Bulu kuduk kami berdiri dan darah kami mendingin, aku tidak tahu harus bagaimana, aku ingin menyelamatkan Alvin tapi itu berarti harus meninggalkan ibuku sendirian di rumah dengan orang-orang itu yang akan terus menghantui rumah kami, dan aku tidak berani untuk membiarkannya terjadi.

“Pergi, Vita, selamatkan Alvin,” ibu berkata memecahkan ketegangan dan seakan membaca pikiranku, “Ibu akan mengungsi ke rumah bibi sebelah.” Aku terdiam dan tidak bisa membalas apa-apa, “Ibu sudah berpengalaman tentang semua ini, mereka bisa merenggut semua harta kita, tapi ibu tidak akan biarkan mereka merampas nyawa adikmu sebagai pengganti apapun.”
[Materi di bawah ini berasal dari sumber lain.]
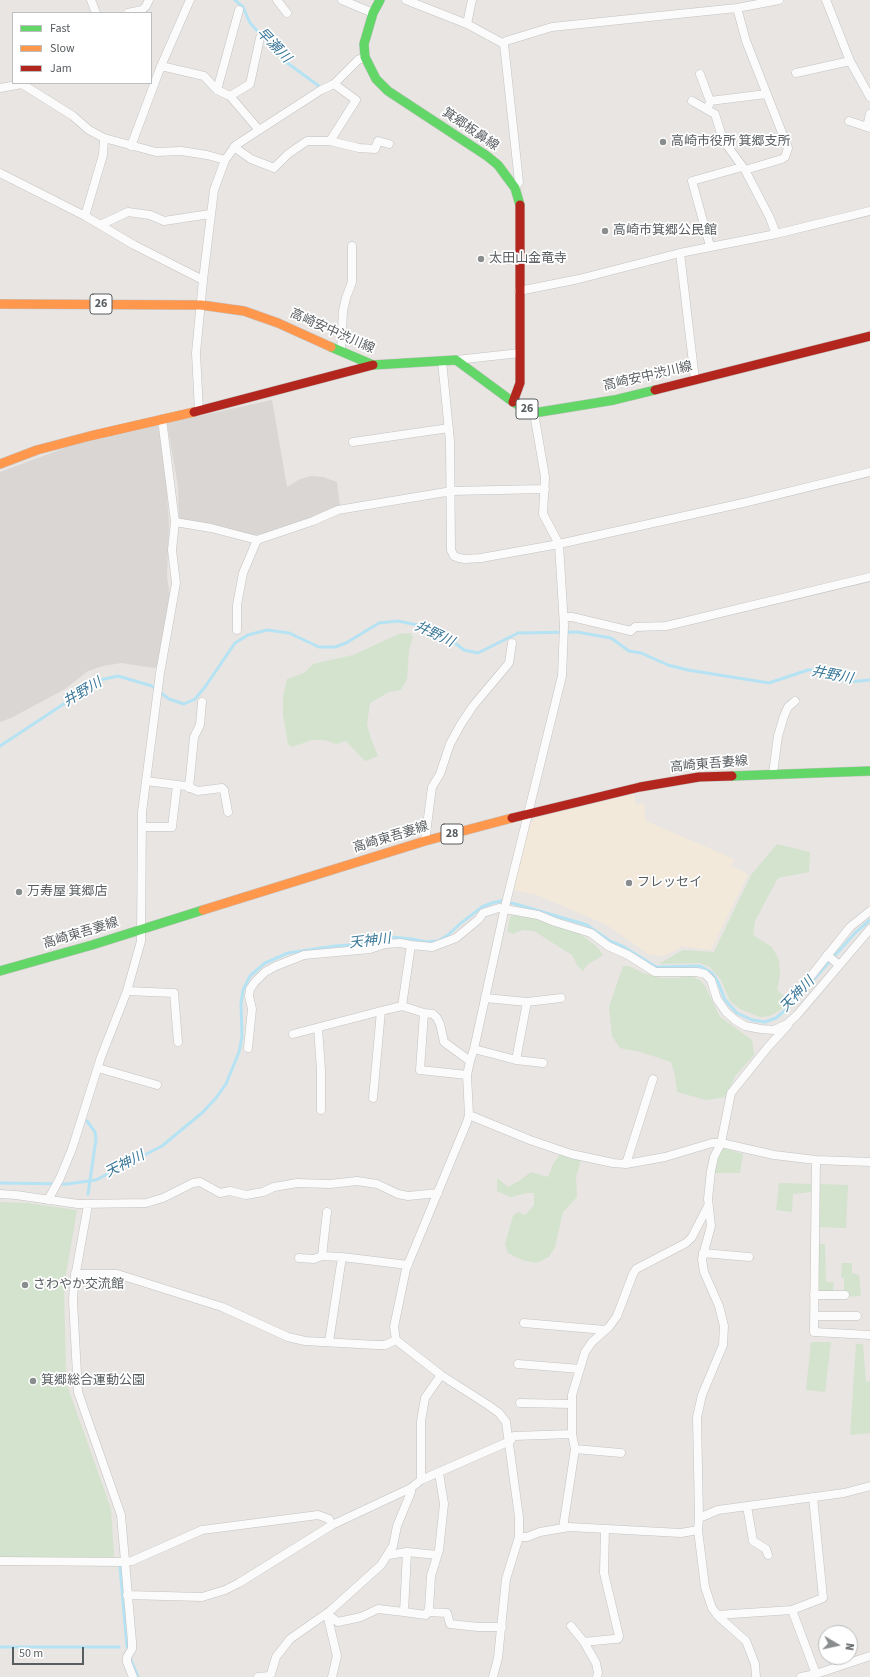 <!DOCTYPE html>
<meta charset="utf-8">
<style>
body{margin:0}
#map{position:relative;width:870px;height:1677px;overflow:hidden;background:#e8e5e2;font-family:"Source Sans 3",sans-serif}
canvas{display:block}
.legend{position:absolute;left:12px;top:12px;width:140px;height:72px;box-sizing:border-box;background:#fff;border:1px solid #bcbebf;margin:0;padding:5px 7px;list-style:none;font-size:12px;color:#585d60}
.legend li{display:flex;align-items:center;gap:8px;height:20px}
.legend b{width:20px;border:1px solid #bcbebf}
.north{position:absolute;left:818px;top:1625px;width:40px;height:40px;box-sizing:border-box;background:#fff;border:1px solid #bcbebf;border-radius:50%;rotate:99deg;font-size:11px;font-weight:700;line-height:16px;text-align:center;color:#585d60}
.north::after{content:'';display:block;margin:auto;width:14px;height:18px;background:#8a8d8e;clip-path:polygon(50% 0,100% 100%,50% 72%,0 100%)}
.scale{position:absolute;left:12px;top:1647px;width:72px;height:18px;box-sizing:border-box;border:2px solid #585d60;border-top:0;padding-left:5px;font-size:12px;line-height:14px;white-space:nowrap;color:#585d60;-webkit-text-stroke:3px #fff;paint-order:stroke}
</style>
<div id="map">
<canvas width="870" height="1677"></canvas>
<ul class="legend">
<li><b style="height:5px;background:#63d668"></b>Fast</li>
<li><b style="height:5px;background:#ff974d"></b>Slow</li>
<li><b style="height:5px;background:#b3261e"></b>Jam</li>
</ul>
<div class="north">N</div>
<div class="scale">50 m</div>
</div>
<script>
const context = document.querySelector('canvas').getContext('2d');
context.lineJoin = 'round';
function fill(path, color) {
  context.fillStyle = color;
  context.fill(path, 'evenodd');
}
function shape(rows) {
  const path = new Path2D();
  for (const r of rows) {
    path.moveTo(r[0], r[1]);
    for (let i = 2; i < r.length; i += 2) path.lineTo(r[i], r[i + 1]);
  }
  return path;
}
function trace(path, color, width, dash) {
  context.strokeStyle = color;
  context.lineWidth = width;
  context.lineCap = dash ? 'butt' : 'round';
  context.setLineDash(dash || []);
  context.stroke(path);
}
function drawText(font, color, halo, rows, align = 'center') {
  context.font = font + ' "Source Sans 3","Noto Sans JP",sans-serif';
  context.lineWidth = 3.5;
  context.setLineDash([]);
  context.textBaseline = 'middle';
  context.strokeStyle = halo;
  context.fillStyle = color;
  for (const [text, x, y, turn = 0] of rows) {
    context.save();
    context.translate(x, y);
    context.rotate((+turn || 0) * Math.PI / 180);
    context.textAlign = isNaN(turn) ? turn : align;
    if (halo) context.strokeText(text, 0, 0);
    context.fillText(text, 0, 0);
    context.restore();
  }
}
const commercial = shape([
 [634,794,636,805,644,803,646,821,734,859,731,866,748,874,711,950,681,946,677,950,662,956,648,954,607,925,537,895,514,890,516,875,529,825,535,818]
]);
const industrial = shape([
 [272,400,287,487,298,480,310,476,323,477,337,482,340,506,307,520,263,534,253,535,179,519,178,486,167,423],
 [158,425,165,465,169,525,167,576,170,596,158,666,154,668,121,663,103,666,88,671,65,689,11,718,0,722,0,472,70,446]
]);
const green = shape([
 [410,633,413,637,409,650,407,679,401,690,389,692,370,703,367,724,371,739,378,756,365,761,346,741,337,744,324,740,312,740,292,747,288,744,283,715,283,696,287,679,304,673,313,664,353,655,399,634],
 [777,844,810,852,809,872,778,878,755,921,753,935,772,947,779,960,780,975,777,990,789,1000,782,1009,770,1016,760,1017,740,1009,730,1001,721,980,710,967,700,963,659,964,683,950,714,952,751,875],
 [512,915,538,918,563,929,578,932,597,947,603,955,587,965,583,971,577,965,572,955,534,931,523,930,512,934,510,932,507,932,510,917],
 [623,966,629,966,643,973,661,978,676,978,689,976,700,980,705,986,720,1017,752,1040,754,1055,736,1075,725,1097,706,1100,677,1092,675,1075,671,1062,641,1052,620,1048,612,1036,609,1007],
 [723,1148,743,1154,740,1173,715,1173,716,1159],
 [564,1149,582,1156,576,1177,577,1197,563,1212,555,1247,549,1257,536,1263,522,1260,508,1253,505,1244,513,1216,518,1212,525,1215,534,1205,534,1193,526,1193,511,1197,497,1191,497,1178,508,1187,519,1181,531,1172,548,1177,553,1164],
 [779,1183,812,1184,812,1192,793,1194,792,1212,776,1210],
 [819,1184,848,1185,846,1228,818,1227],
 [0,1202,27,1203,77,1210,64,1286,66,1374,68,1388,111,1509,114,1557,0,1557],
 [817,1244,825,1244,826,1282,834,1282,833,1292,816,1293],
 [842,1263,852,1263,852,1273,859,1275,861,1296,847,1297,847,1291,844,1291,844,1278,841,1277],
 [811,1342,831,1342,825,1392,806,1390],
 [856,1344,863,1344,866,1382,870,1381,870,1433,850,1435]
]);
const stream = shape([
 [235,0,243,7,250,23,286,62,319,86],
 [0,746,100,680,118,676,152,686,169,699,184,704,195,699,205,687,235,643,248,635,267,630,289,633,319,647,335,647,346,643,379,623,398,621,422,626,447,637,464,650,478,653,518,633,577,632,611,638,629,651,641,653,668,665,688,670,769,683,808,670,817,670,847,682,870,680],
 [87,1121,95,1132,96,1139,88,1194],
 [0,1183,67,1184,96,1180,162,1146,203,1112,216,1098,226,1084,239,1052,242,1037,241,1004,243,990,250,976,265,963,288,953,335,946,376,943,391,937,412,939,426,942,438,941,448,935,461,923,482,907,492,903,501,901,512,903,587,925,610,941,624,947,656,967,700,966,712,973,718,982,725,1000,737,1013,752,1020,765,1022,776,1018,789,1007,855,933,870,920],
 [120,1567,127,1647],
 [0,1647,119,1647],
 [131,1660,138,1677]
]);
const street = shape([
 [91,0,96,13],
 [277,0,287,13],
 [342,0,373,13],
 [406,0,467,24,504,44],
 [826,0,850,61,870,97],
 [737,8,746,41,788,148,785,157,782,159,745,170],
 [239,10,217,90,230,96,259,130],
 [128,13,142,10,146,6,149,0],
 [467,24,472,0],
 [161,66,204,76,217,90],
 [796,73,850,61],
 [700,74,710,101,709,105],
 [0,88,22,84,73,116,89,130,104,138,156,152,181,151,207,155,225,160],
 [230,96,250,84,260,38],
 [692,101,715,114,723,140,745,170,770,218,776,234],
 [710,101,766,94],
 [849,121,870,128],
 [867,127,870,114],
 [330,141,356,100,334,84],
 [131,146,161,66,190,0],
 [234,147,251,159,274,168,288,154,307,141,330,141,359,148,375,149,378,141,389,144],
 [0,173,85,216,134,245,203,280],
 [515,188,519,182,504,44,506,41,552,27,737,8,779,0],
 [85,216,103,155,104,138],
 [100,225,128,212,150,215,164,221,210,214],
 [710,246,692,181,742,167],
 [680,253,695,380],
 [519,291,579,279,680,253,776,234,870,211],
 [341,351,343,311,346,298,352,282,352,246],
 [456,360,520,353],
 [442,361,450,441,451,550,454,556,459,558,465,559,481,558,559,544,743,503,870,472],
 [199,411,196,353,203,280,214,190,225,160,236,145,321,90,334,84,358,60,365,57],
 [353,442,449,428],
 [175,522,211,528,257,540],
 [564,617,572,617,631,631,635,627,666,626,679,623,870,577],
 [237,630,237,605,243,573,257,540,313,521,338,510,452,491,545,489],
 [773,773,778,736,784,716,788,707,795,701],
 [146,781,186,786,198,791,222,788,224,790,228,812],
 [189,788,194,737,200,725,202,702],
 [142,827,172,827,177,785],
 [425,841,432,787,440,774,450,744,461,724,473,706,509,663,512,643],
 [827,955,839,965],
 [811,976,850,927,870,911],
 [127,991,174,993,178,1042],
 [485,998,527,1002,561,998],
 [402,1006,411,945],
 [424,1013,420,1070,467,1075],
 [318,1028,321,1070,321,1110],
 [293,1034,381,1011,402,1006,424,1013,433,1014,437,1018,440,1024,444,1042,470,1061],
 [248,1048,252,1009,249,996,250,989,255,982,265,972,276,966,304,955,370,949,385,944,400,943,411,945,432,947,456,938,479,919,483,913,499,908,538,915,555,922,591,933,608,946,628,955,655,972,697,972,705,974,711,980,717,999,726,1012,735,1020,745,1026,761,1029,774,1030,787,1024,797,1015,870,929],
 [474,1049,516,1060,543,1063],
 [516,1060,527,1002],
 [98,1068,157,1085],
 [373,1098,381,1011],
 [469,1115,530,1140,571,1154,613,1163,626,1164,665,1157,712,1143,721,1143,774,1155,816,1160,870,1162],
 [816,1160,814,1332,870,1335],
 [626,1164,653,1079],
 [0,1194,16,1195,78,1204,146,1203,163,1198,193,1183,200,1182,220,1193,230,1191,246,1195,263,1192,274,1187,297,1183,330,1184,357,1181,377,1184,398,1194,408,1196,438,1193],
 [48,1200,60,1178,72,1149,101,1057,127,991,141,941,142,812,160,673,176,583,172,550,175,522,162,419],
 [88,1205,74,1283,73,1301,78,1392,121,1515,132,1642,132,1649,127,1657,127,1662,133,1677],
 [703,1253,749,1257],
 [322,1256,327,1212],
 [299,1258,314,1259,322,1256,342,1257,408,1265],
 [75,1274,117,1274,222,1307,288,1337,305,1341,376,1345,385,1345,396,1340],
 [814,1295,845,1295],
 [814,1316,857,1316],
 [524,1323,605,1330],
 [329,1342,342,1257],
 [518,1364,580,1369],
 [520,1403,572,1404],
 [575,1449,621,1453],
 [421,1480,510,1441,514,1436,572,1434],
 [747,1506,753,1541,766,1549,768,1555],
 [699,1518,718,1510,844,1493,870,1486],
 [563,1528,575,1449,572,1434,572,1395,585,1352,592,1342,609,1327,617,1316,633,1274,636,1269,686,1243,692,1237,708,1206],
 [519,1537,527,1537,540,1532,569,1527,681,1533,698,1530],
 [407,1552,404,1612,426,1615,429,1609,431,1576,439,1550,444,1504,439,1473],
 [389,1555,407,1552,437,1555],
 [0,1561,124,1562,132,1561,202,1530,318,1515,329,1519,332,1525],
 [127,1595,202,1597,225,1590,239,1583,332,1525,411,1488,421,1480,421,1421,425,1398,441,1375],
 [792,1610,823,1598,813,1497],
 [428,1612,447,1613,450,1624,478,1627,502,1627],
 [327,1614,338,1622,361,1617,378,1609,404,1612],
 [327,1614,337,1656,332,1677],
 [717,1615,792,1610,816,1674],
 [571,1626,584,1642,596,1663,598,1673,597,1677],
 [584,1642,614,1639,618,1639,619,1636,604,1573,605,1529],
 [258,1677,269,1676,271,1674,276,1657,290,1639,330,1611,381,1565,393,1546,397,1526,411,1492,411,1488],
 [493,1677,498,1658,506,1579,519,1537,519,1517,506,1422,499,1413,488,1405,441,1375,396,1340,394,1327,406,1269,467,1122,469,1115,467,1075,470,1061,474,1049,505,907,562,676,564,626,559,544,543,514,545,477,534,413],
 [756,1677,755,1664,746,1641,719,1617,712,1608,705,1587,698,1530,699,1518,697,1417,702,1395,723,1345,724,1326,719,1306,704,1272,702,1259,711,1226,708,1199,711,1171,714,1157,721,1143,731,1093,768,1047,788,1025],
 [801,1677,816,1674,870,1656]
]);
const fast = shape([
 [380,0,373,13,364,44,365,57,376,79,388,91,487,156,498,165,515,188,520,205],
 [331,347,373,365,456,360,513,402,534,413,614,400,655,390],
 [732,776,870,771],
 [0,971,92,945,203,910]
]);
const slow = shape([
 [0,304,201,305,244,311,278,323,331,347],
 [0,464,37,450,90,436,194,412],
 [203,910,425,841,512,818]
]);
const jam = shape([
 [655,390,870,336],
 [513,402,520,383,520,205],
 [194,412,373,365],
 [512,818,640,787,699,777,732,776]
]);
const markers = [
 [663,142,4,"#8a8d8e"],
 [605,231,4,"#8a8d8e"],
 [481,259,4,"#8a8d8e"],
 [629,883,4,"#8a8d8e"],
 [19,892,4,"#8a8d8e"],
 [25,1285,4,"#8a8d8e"],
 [33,1381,4,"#8a8d8e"]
];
const shields = [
 [101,304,22],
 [527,409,22],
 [452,834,22]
];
const shieldNames = [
 ["26",101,304],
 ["26",527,409],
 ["28",452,834]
];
const streetNames = [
 ["箕郷板鼻線",470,130,34],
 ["高崎安中渋川線",332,332,24],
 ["高崎安中渋川線",648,377,-13],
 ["高崎東吾妻線",709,765,-5],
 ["高崎東吾妻線",391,838,-17],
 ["高崎東吾妻線",81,934,-17]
];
const poiNames = [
 ["高崎市役所 箕郷支所",671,142],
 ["高崎市箕郷公民館",613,231],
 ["太田山金竜寺",489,259],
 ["フレッセイ",637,883],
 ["万寿屋 箕郷店",27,892],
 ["さわやか交流館",33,1285],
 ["箕郷総合運動公園",41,1381]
];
const waterNames = [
 ["早瀬川",273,46,46],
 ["井野川",434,635,25],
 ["井野川",832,676,11],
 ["井野川",83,693,-31],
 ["天神川",370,942,-7],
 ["天神川",798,995,-46],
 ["天神川",125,1165,-27]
];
fill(commercial, '#f3e9da');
fill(industrial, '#d9d6d3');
fill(green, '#d3e3cd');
trace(stream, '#b6e3f3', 3);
trace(street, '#c3c3c3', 9);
trace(fast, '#c3c3c3', 10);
trace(slow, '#c3c3c3', 10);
trace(jam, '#c3c3c3', 10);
trace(street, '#fcfbfb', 8);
trace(fast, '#63d668', 9);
trace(slow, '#ff974d', 9);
trace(jam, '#b3261e', 9);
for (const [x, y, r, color] of markers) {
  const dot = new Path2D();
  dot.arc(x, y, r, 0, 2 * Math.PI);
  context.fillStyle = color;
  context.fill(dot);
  trace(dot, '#fff', 1.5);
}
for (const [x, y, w] of shields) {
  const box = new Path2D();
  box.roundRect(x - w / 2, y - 10, w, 20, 3);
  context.fillStyle = '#fff';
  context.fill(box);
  trace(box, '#585d60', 1);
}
drawText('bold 12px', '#585d60', null, shieldNames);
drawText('13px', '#585d60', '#fff', streetNames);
drawText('13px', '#585d60', '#fff', poiNames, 'left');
drawText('italic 14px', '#3b7899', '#fff', waterNames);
</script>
Aku tidak menjawab, mencoba menahan air mataku yang akan jatuh.

“Ibu ingin kamu pergi Vita… Ibu percaya akan kekuatan sayang sang kakak pada adiknya,” suara ibu sudah mulai menenang, membuatku semakin tidak tega untuk meninggalkannya, “Kita ketemu lagi taun depan, ya?”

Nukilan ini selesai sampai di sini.